WHAT YOU NEED TO DO
What lines in this listing contain the string "controls"? Report each one by copying it.

GIVEN DATA
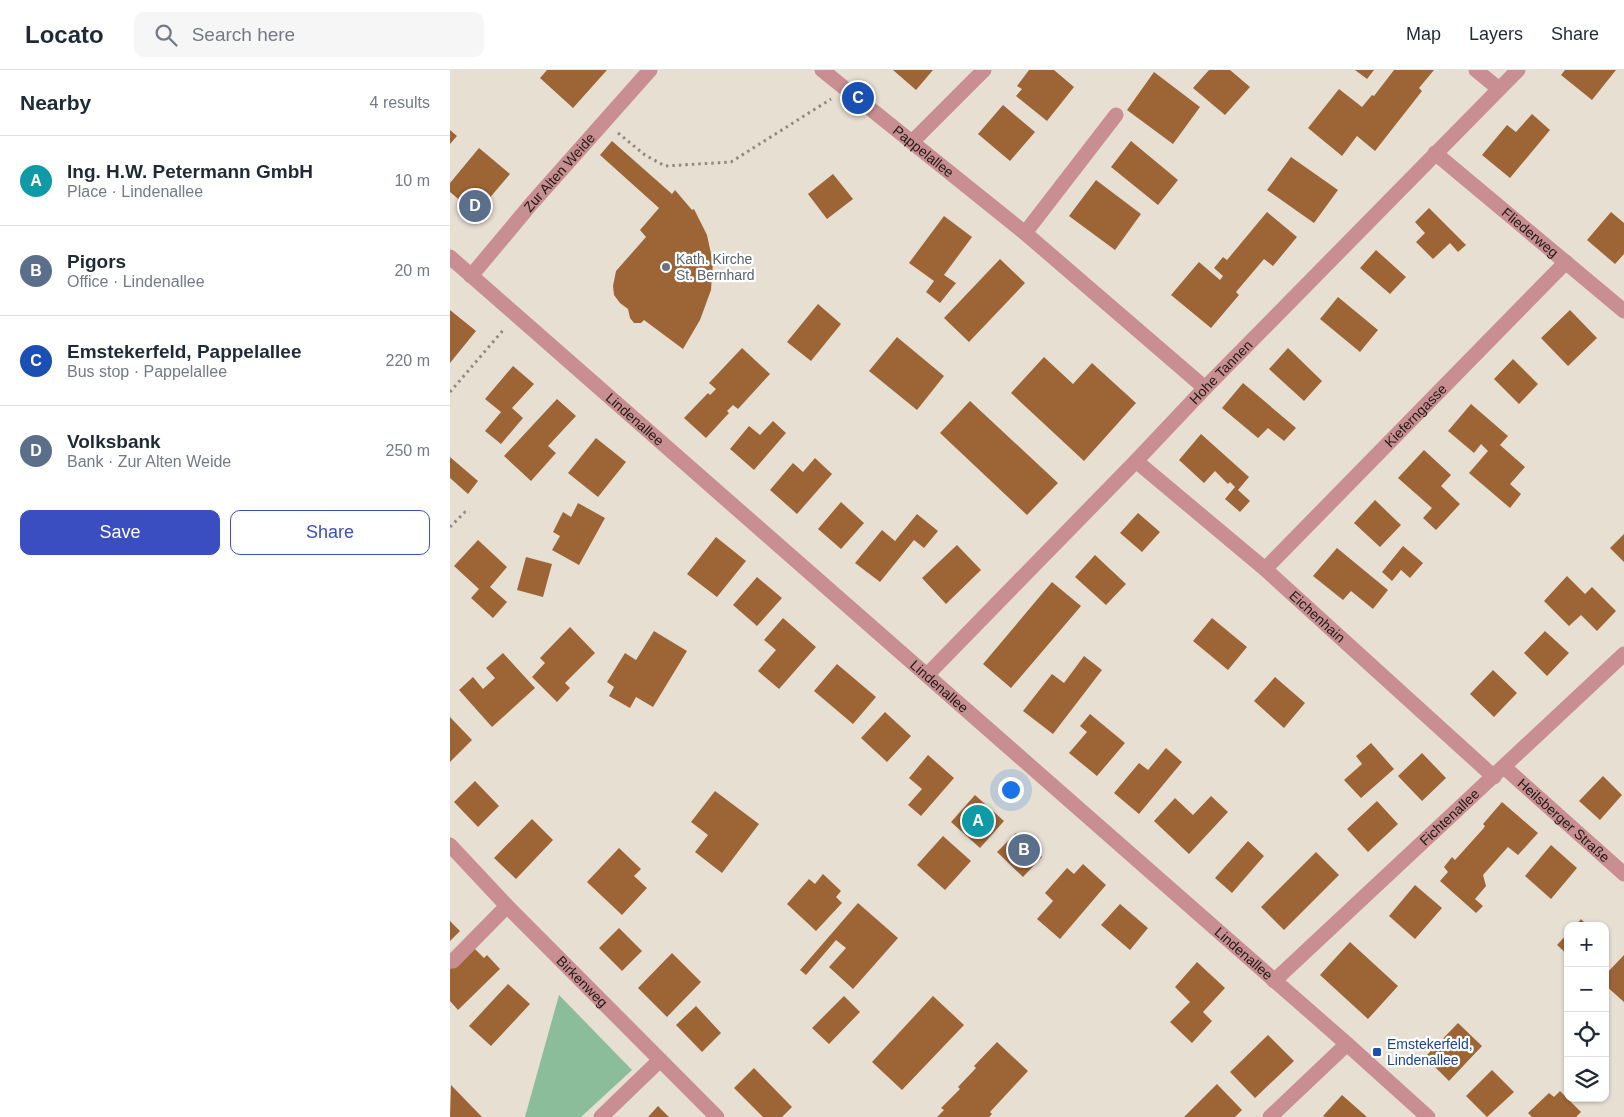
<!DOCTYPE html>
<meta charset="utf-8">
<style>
body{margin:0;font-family:Helvetica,sans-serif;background:#f6f6f7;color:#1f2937}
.controls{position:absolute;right:15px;bottom:15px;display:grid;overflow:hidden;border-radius:10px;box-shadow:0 1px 4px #0004}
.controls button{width:45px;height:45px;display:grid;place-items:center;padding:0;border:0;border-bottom:1px solid #e0e1e3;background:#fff;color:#1f2937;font:25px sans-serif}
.you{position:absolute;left:560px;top:719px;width:18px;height:18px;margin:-12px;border:4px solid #fff;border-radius:50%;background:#1a73e8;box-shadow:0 0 0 8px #1a73e833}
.badge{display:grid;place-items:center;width:32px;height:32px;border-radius:50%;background:#3b4ec1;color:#fff;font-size:16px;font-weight:700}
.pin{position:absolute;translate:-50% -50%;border:2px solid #fff;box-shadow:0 1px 5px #0006}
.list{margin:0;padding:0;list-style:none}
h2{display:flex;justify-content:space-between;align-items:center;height:65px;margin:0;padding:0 20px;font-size:21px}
h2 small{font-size:16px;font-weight:400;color:#747a83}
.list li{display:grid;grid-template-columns:32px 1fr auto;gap:15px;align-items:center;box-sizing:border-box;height:90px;padding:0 20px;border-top:1px solid #e0e1e3}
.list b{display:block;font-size:19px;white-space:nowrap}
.list p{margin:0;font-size:16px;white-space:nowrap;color:#747a83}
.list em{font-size:16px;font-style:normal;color:#747a83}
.actions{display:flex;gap:10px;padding:15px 20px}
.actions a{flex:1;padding:11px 0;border:1px solid #3b4ec1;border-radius:10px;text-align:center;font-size:18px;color:#3b4ec1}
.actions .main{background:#3b4ec1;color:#fff}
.icon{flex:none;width:28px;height:28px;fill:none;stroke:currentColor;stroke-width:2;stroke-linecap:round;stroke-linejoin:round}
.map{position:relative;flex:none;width:1174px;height:1047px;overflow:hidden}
header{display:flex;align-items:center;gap:30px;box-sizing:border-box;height:70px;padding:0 25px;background:#fff;border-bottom:1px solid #e0e1e3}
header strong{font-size:24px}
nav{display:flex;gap:28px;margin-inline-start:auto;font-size:18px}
.search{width:350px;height:45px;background:#f6f6f7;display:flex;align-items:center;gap:12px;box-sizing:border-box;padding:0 18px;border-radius:10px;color:#747a83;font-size:19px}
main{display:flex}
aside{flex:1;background:#fff}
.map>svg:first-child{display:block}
.green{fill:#8bbd9b}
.building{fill:#9d6535}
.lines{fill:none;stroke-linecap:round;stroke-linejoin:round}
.path{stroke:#908980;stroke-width:3;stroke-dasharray:2.5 4;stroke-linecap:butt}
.minor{stroke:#c88e91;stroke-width:15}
.worship-dot{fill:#6b7280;stroke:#fff;stroke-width:2}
.transit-dot{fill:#1a4fb4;stroke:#fff;stroke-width:2}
.labels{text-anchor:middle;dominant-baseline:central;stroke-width:4.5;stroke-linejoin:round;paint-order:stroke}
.street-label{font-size:14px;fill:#1f1b17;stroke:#fff}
.worship-label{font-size:14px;fill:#5b616d;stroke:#fff;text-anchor:start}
.transit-label{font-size:14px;fill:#164399;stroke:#fff;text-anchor:start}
</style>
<header>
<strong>Locato</strong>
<div class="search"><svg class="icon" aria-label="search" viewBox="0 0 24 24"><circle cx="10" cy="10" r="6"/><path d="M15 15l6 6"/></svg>Search here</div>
<nav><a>Map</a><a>Layers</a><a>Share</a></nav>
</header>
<main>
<aside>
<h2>Nearby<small>4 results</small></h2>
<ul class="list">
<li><span class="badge" style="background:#0f9aa8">A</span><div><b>Ing. H.W. Petermann GmbH</b><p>Place · Lindenallee</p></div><em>10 m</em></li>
<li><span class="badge" style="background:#5c6f8a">B</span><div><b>Pigors</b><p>Office · Lindenallee</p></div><em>20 m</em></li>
<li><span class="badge" style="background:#1a4fb4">C</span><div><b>Emstekerfeld, Pappelallee</b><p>Bus stop · Pappelallee</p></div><em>220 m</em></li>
<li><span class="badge" style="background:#5c6f8a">D</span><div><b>Volksbank</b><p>Bank · Zur Alten Weide</p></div><em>250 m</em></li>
</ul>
<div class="actions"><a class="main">Save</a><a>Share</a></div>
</aside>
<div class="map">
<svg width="1174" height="1047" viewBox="0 0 1174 1047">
<rect width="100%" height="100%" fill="#e8dfd3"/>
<path class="green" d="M 109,925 L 182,1000 L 131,1047 L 75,1047 Z"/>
<path class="building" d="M 97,0 L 157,0 L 123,38 L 90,8 Z
M 443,0 L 483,0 L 466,20 Z
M 579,0 L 604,0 L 624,17 L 597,51 L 566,26 L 572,19 L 567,16 Z
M 759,0 L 780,0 L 800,17 L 775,45 L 743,18 Z
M 905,0 L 924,0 L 917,9 Z
M 944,0 L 984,0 L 969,18 L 972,21 L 925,81 L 907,66 L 892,86 L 858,58 L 889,19 L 912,37 L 922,25 L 924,26 Z
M 1115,0 L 1166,0 L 1142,30 L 1111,5 Z
M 704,2 L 750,37 L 723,74 L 677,40 Z
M 553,35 L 585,62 L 560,91 L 528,64 Z
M 1082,44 L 1100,60 L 1060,108 L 1032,85 L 1057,55 L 1066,62 Z
M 0,60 L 7,66 L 0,74 Z
M 162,71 L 222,124 L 225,120 L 242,140 L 244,139 L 257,165 L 263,193 L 261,220 L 250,250 L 233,279 L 194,250 L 191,253 L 184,253 L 180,248 L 178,239 L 170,233 L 164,225 L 163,216 L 166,201 L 196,167 L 190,160 L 209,138 L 150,85 Z
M 681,71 L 728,110 L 708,135 L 661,97 Z
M 29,78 L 60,104 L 26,144 L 0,122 L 0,113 Z
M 841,87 L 888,120 L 864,153 L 817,120 Z
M 383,104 L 403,129 L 377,149 L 358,124 Z
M 646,110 L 691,144 L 665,180 L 619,146 Z
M 979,138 L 1016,175 L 1008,182 L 1000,173 L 983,189 L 966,172 L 975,163 L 965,152 Z
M 817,142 L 847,167 L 823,196 L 814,189 L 786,222 L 789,225 L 761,258 L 721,225 L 749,192 L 770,210 L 773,206 L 764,198 L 773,187 L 777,190 Z
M 1161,142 L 1174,153 L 1174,184 L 1165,194 L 1137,170 Z
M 494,146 L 522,167 L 494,205 L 506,213 L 490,233 L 476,222 L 484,211 L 459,193 Z
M 926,180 L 956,207 L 940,224 L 910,198 Z
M 550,189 L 575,213 L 519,272 L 494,248 Z
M 888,227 L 928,260 L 910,282 L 870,249 Z
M 368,234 L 391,254 L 361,291 L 337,272 Z
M 0,240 L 26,261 L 0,293 Z
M 1120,240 L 1147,268 L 1118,296 L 1091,268 Z
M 447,267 L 494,306 L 467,340 L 419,301 Z
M 292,278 L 320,304 L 288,339 L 283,335 L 277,341 L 279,343 L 256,368 L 234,348 L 258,323 L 260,325 L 266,319 L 259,313 Z
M 838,278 L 872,311 L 854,331 L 819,299 Z
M 594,287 L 623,314 L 642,293 L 686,333 L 634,391 L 561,323 Z
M 1063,289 L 1088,314 L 1069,334 L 1044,309 Z
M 63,296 L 84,314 L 62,338 L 73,348 L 51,374 L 35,361 L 51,342 L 35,329 Z
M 793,313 L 846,358 L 834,371 L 818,358 L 808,368 L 772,338 Z
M 107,329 L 126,346 L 98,376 L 106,383 L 81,411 L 54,386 Z
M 520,331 L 608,413 L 577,445 L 490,363 Z
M 1021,334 L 1058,366 L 1050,375 L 1075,397 L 1060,414 L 1071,424 L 1060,438 L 1019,403 L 1038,381 L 1031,374 L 1024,383 L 998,361 Z
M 323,351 L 336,363 L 304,400 L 280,379 L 299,356 L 310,365 Z
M 751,364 L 799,407 L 788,420 L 800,431 L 790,442 L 775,429 L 785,417 L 780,412 L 778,414 L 765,401 L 754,413 L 729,390 Z
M 146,368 L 176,392 L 148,427 L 118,403 Z
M 974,380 L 1001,405 L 991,416 L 1010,434 L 986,460 L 973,448 L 982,438 L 948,408 Z
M 0,387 L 28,411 L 18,424 L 0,408 Z
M 365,388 L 382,404 L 347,444 L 320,420 L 343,393 L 353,402 Z
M 925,430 L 951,455 L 930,477 L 904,453 Z
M 391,432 L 414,453 L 391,479 L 368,459 Z
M 128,433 L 155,448 L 129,495 L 102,480 L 110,466 L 103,462 L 113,442 L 121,447 Z
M 688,443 L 710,462 L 692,482 L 670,463 Z
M 467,444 L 488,461 L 474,478 L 464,470 L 430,512 L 405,493 L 432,460 L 445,471 Z
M 1174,464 L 1174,492 L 1160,478 Z
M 266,467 L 296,491 L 267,527 L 237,504 Z
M 28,470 L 57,497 L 40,517 L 57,532 L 43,548 L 21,528 L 29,519 L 4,496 Z
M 507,475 L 531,500 L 496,534 L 472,508 Z
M 953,476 L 973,493 L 960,508 L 951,500 L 942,511 L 932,502 Z
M 887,478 L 938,520 L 923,539 L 901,521 L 893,530 L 863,506 Z
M 645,485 L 676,514 L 656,535 L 625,507 Z
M 76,487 L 102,494 L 93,527 L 67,520 Z
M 1117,506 L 1135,524 L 1142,517 L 1166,541 L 1147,561 L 1131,545 L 1119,556 L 1094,531 Z
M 307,507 L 332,528 L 307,556 L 283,535 Z
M 602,512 L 631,536 L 561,618 L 533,594 Z
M 333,548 L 366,577 L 329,619 L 308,601 L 326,580 L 314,570 Z
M 762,548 L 797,577 L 778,600 L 743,571 Z
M 120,557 L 145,583 L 115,613 L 120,618 L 107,632 L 82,607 L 95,593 L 90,588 Z
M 204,561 L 237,581 L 203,637 L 186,627 L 180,638 L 159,626 L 164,617 L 157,612 L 175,583 L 186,590 Z
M 1095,561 L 1119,583 L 1097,606 L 1074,583 Z
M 53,583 L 85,618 L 42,657 L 9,620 L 23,607 L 33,619 L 45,608 L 36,598 Z
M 634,586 L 652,600 L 603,664 L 573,641 L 602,604 L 614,613 Z
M 387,594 L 426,627 L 403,654 L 364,621 Z
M 1043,600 L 1067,623 L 1044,647 L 1020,624 Z
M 825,607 L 855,633 L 834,658 L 804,631 Z
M 435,642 L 461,666 L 437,692 L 411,668 Z
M 640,644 L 675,673 L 647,706 L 619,683 L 637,662 L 630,656 Z
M 0,647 L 22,670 L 0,692 Z
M 921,673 L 944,699 L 911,728 L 894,710 L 912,694 L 906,686 Z
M 716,678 L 732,692 L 689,744 L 664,723 L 689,693 L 698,700 Z
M 972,683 L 996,708 L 972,731 L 948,706 Z
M 478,685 L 504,708 L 471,746 L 458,735 L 472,719 L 459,708 Z
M 1153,706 L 1172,725 L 1150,750 L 1129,731 Z
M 25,711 L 49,736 L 28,757 L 4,732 Z
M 265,721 L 309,754 L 272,803 L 245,782 L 258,765 L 241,752 Z
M 525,725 L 554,751 L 530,778 L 501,752 Z
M 761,726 L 778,742 L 739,784 L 704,751 L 725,728 L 743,745 Z
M 927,731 L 948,754 L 918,782 L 897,759 Z
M 1052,732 L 1088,763 L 1068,785 L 1058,777 L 1033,805 L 1036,816 L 1025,829 L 1033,836 L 1026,843 L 990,811 L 998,802 L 994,797 L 1002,787 L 1005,790 L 1033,759 L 1035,756 L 1033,754 Z
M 82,749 L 103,770 L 66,809 L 44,788 Z
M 566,763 L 592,787 L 573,807 L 547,782 Z
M 493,766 L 521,791 L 495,820 L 467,795 Z
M 798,771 L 814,786 L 782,823 L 765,808 Z
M 1101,775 L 1127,798 L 1101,829 L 1075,806 Z
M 169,778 L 191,799 L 184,806 L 197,818 L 172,845 L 137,812 Z
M 866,782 L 889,805 L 834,860 L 811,837 Z
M 633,794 L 656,815 L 610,869 L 587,849 L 603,831 L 595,823 L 617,798 L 624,804 Z
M 373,804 L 391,821 L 386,827 L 392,833 L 366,861 L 337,834 L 359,809 L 365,814 Z
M 965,815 L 992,838 L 965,869 L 939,846 Z
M 408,833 L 448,868 L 403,919 L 379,897 L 396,878 L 386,870 L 356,905 L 350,900 Z
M 670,834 L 698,858 L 680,880 L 651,855 Z
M 1131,849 L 1138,856 L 1125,856 Z
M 0,851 L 10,861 L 0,871 Z
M 169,858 L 192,881 L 172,901 L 149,878 Z
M 1118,863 L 1118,885 L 1107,875 Z
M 900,872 L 948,916 L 918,949 L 870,905 Z
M 23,877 L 34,888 L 37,885 L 50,899 L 8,940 L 0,931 L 0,899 Z
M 222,883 L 251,912 L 217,947 L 188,918 Z
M 1174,885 L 1174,932 L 1155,915 L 1155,905 Z
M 747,892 L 775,918 L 753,942 L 762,951 L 742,973 L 720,952 L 740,932 L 725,917 Z
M 58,914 L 80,934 L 41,976 L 19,956 Z
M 394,926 L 410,942 L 379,974 L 362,958 Z
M 483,926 L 514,955 L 452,1020 L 422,992 Z
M 246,936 L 271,963 L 252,982 L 226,955 Z
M 1008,953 L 1032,976 L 999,1011 L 975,987 Z
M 818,965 L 844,991 L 805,1028 L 780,1002 Z
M 547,972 L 578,1001 L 540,1042 L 542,1044 L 539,1047 L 487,1047 L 494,1040 L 491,1038 L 510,1019 L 508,1017 L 526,998 L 524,996 Z
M 304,998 L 342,1037 L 332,1047 L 313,1047 L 284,1018 Z
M 1042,1000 L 1064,1022 L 1037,1047 L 1016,1026 Z
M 767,1014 L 792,1040 L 785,1047 L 734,1047 Z
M 1,1015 L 32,1047 L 0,1047 Z
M 1110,1021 L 1131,1042 L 1126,1047 L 1082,1047 L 1078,1043 L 1099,1023 L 1104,1027 Z
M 892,1025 L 917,1047 L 875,1047 L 873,1046 Z
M 208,1036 L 219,1047 L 198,1047 Z"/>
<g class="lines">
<path class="path" d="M 168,63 L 195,85 L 215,96 L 281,92 L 381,29
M 0,322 L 55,258
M 0,457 L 15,442 L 20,442"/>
<g class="minor">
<path id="s1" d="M 372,0 L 575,163 L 755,318"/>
<path d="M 1026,0 L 1049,19"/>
<path d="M 462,72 L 534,0"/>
<path id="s2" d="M 985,83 L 1174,241"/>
<path d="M 575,163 L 666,45"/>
<path id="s3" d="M 0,187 L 897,974 L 978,1047"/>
<path id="s4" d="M 21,206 L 82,133 L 200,0"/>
<path id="s5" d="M 686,391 L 815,499 L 1044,707"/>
<path id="s6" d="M 815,499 L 1116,192"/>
<path id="s7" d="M 477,605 L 686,391 L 755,318 L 1068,0"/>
<path id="s8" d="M 1054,697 L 1174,804"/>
<path id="s9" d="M 0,775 L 57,836 L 267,1047"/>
<path d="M 3,891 L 57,836"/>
<path id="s10" d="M 824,911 L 1174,584"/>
<path d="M 151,1047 L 210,990"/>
<path d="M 820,1047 L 897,974"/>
</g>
</g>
<circle class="worship-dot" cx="216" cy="197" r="5"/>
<rect class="transit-dot" x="922" y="977" width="10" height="10" rx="2.5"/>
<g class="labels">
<g class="street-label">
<text stroke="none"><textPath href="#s1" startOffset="130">Pappelallee</textPath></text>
<text stroke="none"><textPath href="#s4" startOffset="136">Zur Alten Weide</textPath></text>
<text stroke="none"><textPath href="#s2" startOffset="124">Fliederweg</textPath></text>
<text stroke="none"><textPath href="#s7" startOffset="422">Hohe Tannen</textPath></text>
<text stroke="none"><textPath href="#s6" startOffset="215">Kieferngasse</textPath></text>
<text stroke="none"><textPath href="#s3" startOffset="246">Lindenallee</textPath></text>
<text stroke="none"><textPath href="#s5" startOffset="239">Eichenhain</textPath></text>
<text stroke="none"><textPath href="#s3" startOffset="651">Lindenallee</textPath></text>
<text stroke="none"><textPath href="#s10" startOffset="240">Fichtenallee</textPath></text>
<text stroke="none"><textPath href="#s8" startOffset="80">Heilsberger Straße</textPath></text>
<text stroke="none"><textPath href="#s3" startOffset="1056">Lindenallee</textPath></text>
<text stroke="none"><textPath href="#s9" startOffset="190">Birkenweg</textPath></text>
</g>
<g class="worship-label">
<text x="226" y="189">Kath. Kirche<tspan x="226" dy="16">St. Bernhard</tspan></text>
</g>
<g class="transit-label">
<text x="937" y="974">Emstekerfeld,<tspan x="937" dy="16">Lindenallee</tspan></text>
</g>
</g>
</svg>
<div class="controls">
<button>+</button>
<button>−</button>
<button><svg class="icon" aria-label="locate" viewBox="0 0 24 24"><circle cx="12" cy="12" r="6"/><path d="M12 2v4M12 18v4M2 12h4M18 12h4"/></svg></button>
<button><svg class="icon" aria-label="layers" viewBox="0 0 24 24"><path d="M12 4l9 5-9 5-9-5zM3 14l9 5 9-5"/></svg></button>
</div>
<div class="you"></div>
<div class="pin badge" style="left:528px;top:751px;background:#0f9aa8">A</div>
<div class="pin badge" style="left:574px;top:780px;background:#5c6f8a">B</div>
<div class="pin badge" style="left:408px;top:28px;background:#1a4fb4">C</div>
<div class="pin badge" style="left:25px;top:136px;background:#5c6f8a">D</div>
</div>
</main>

RESULT FOR THIS TASK
.controls{position:absolute;right:15px;bottom:15px;display:grid;overflow:hidden;border-radius:10px;box-shadow:0 1px 4px #0004}
.controls button{width:45px;height:45px;display:grid;place-items:center;padding:0;border:0;border-bottom:1px solid #e0e1e3;background:#fff;color:#1f2937;font:25px sans-serif}
<div class="controls">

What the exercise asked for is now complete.